A seca em Israel já durava quase três anos. As más colheitas eram umas atrás das outras. As terras estavam gretadas por causa do sol e da falta de água. Os animais morriam aos milhares e os homens passavam fome. Então, Elias achou que já era altura de fazer alguma coisa, para levantar essa maldição de Deus. E começou a pensar em ir pedir ao rei uma audiência para falar do assunto. Por seu lado, e por coincidência, também o rei se levantou um dia mais mal-humorado e começou a berrar no palácio: «Vão-me à procura desse Elias.
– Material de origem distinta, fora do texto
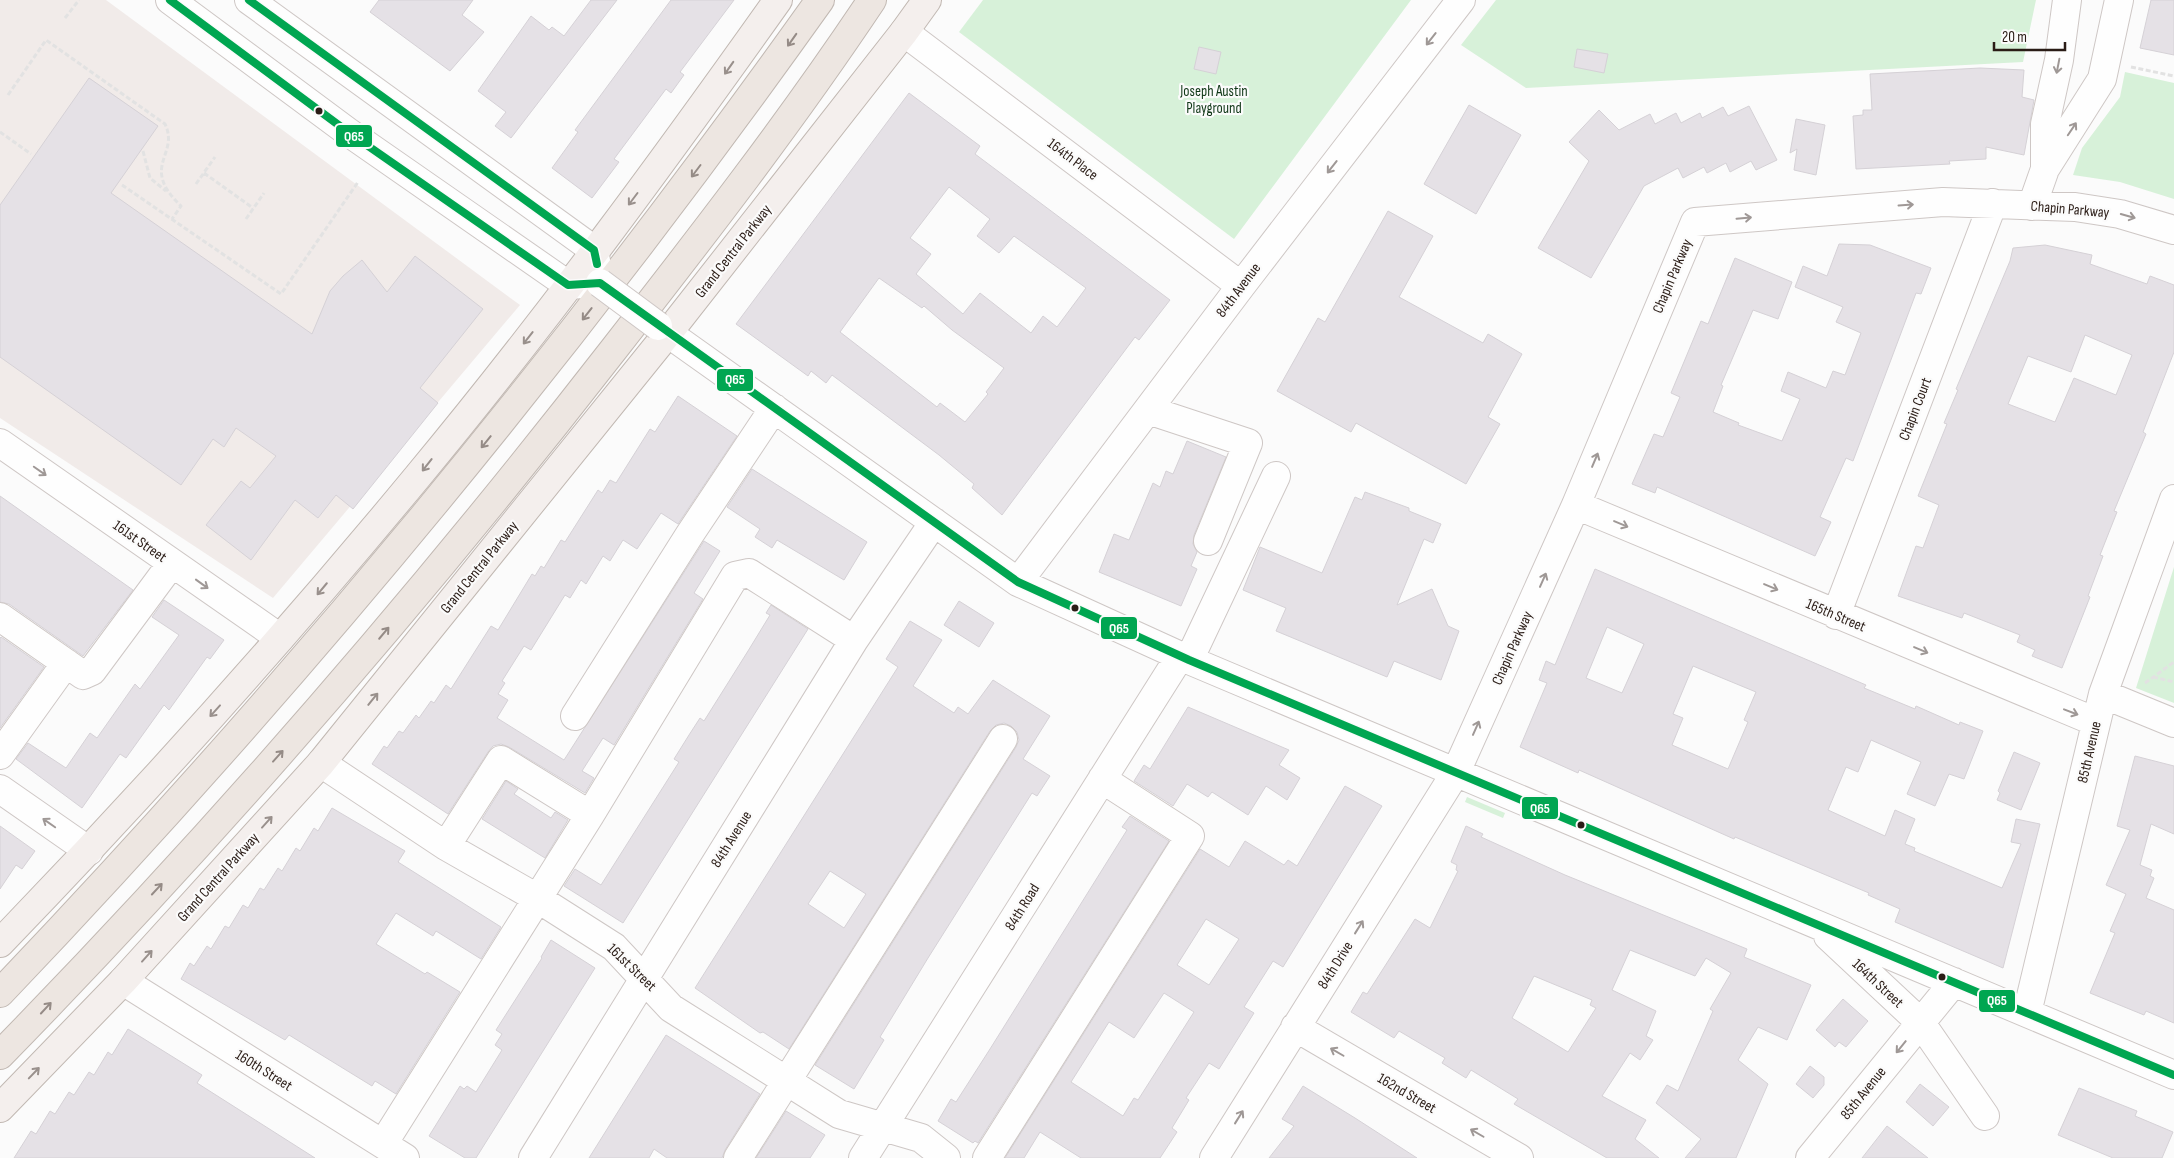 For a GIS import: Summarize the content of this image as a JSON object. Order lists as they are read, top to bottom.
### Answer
{
  "streets": {
    "highway": ["Grand Central Parkway"],
    "street": [
      "164th Place",
      "Chapin Parkway",
      "84th Avenue",
      "Chapin Court",
      "161st Street",
      "165th Street",
      "85th Avenue",
      "84th Road",
      "84th Drive",
      "164th Street",
      "160th Street",
      "162nd Street"
    ]
  },
  "crossings": [
    ["164th Place", "Grand Central Parkway"],
    ["164th Place", "84th Avenue"],
    ["Chapin Parkway", "Chapin Court"],
    ["Chapin Parkway", "165th Street"],
    ["Chapin Parkway", "84th Drive"],
    ["Chapin Parkway", "164th Street"],
    ["Grand Central Parkway", "161st Street"],
    ["Grand Central Parkway", "164th Street"],
    ["Grand Central Parkway", "160th Street"],
    ["84th Avenue", "161st Street"],
    ["84th Avenue", "164th Street"],
    ["Chapin Court", "165th Street"],
    ["161st Street", "84th Road"],
    ["165th Street", "85th Avenue"],
    ["85th Avenue", "164th Street"],
    ["84th Road", "164th Street"],
    ["84th Drive", "164th Street"],
    ["84th Drive", "162nd Street"]
  ],
  "one_way": [
    "Chapin Parkway",
    "165th Street",
    "84th Drive",
    "162nd Street"
  ],
  "parks": ["Joseph Austin Playground"],
  "lines": ["transit line Q65"],
  "scale_bar": "20 m"
} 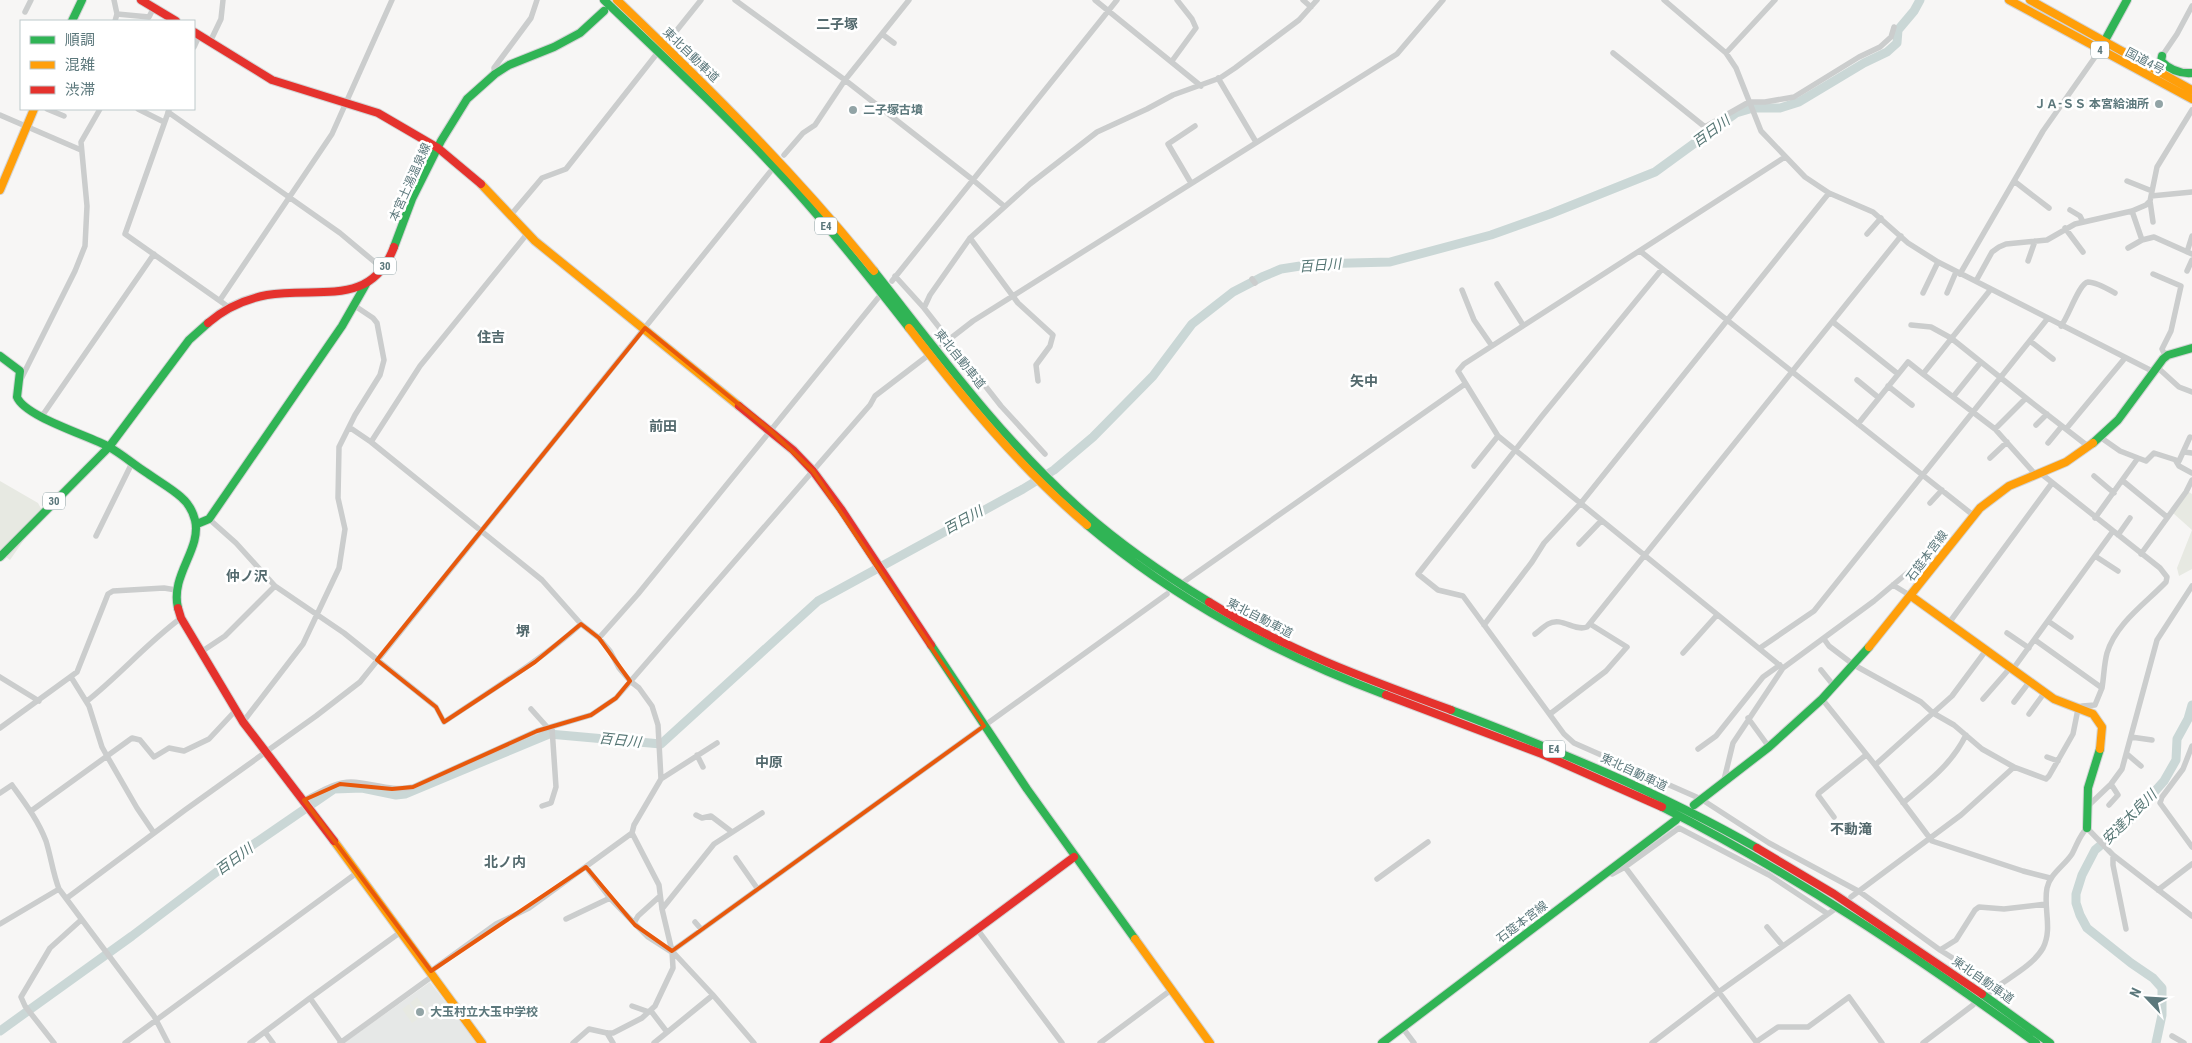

Tragam-mo cá. Se ainda não morreu, apesar da seca, é porque deve ter algo a ver com tudo isto!»...

 

Os pajens acorreram e também os cortesãos. O rei então continuou: «O que nós temos estado a sofrer pode muito bem ser por causa desse tal Elias. Agora me lembro de que, antes de partir, ele nos ameaçou com uma grande seca. Ele deve ter rogado alguma praga e é isto o que acontece. Tudo isto é culpa dele». E o rei encomendou a um homem temente a Deus, chamado Abdias, para que tratasse do assunto urgentemente. Por acaso, Abdias era amigo do profeta Elias e até o tinha ajudado a escapar, bem como a alguns dos discípulos de Elias.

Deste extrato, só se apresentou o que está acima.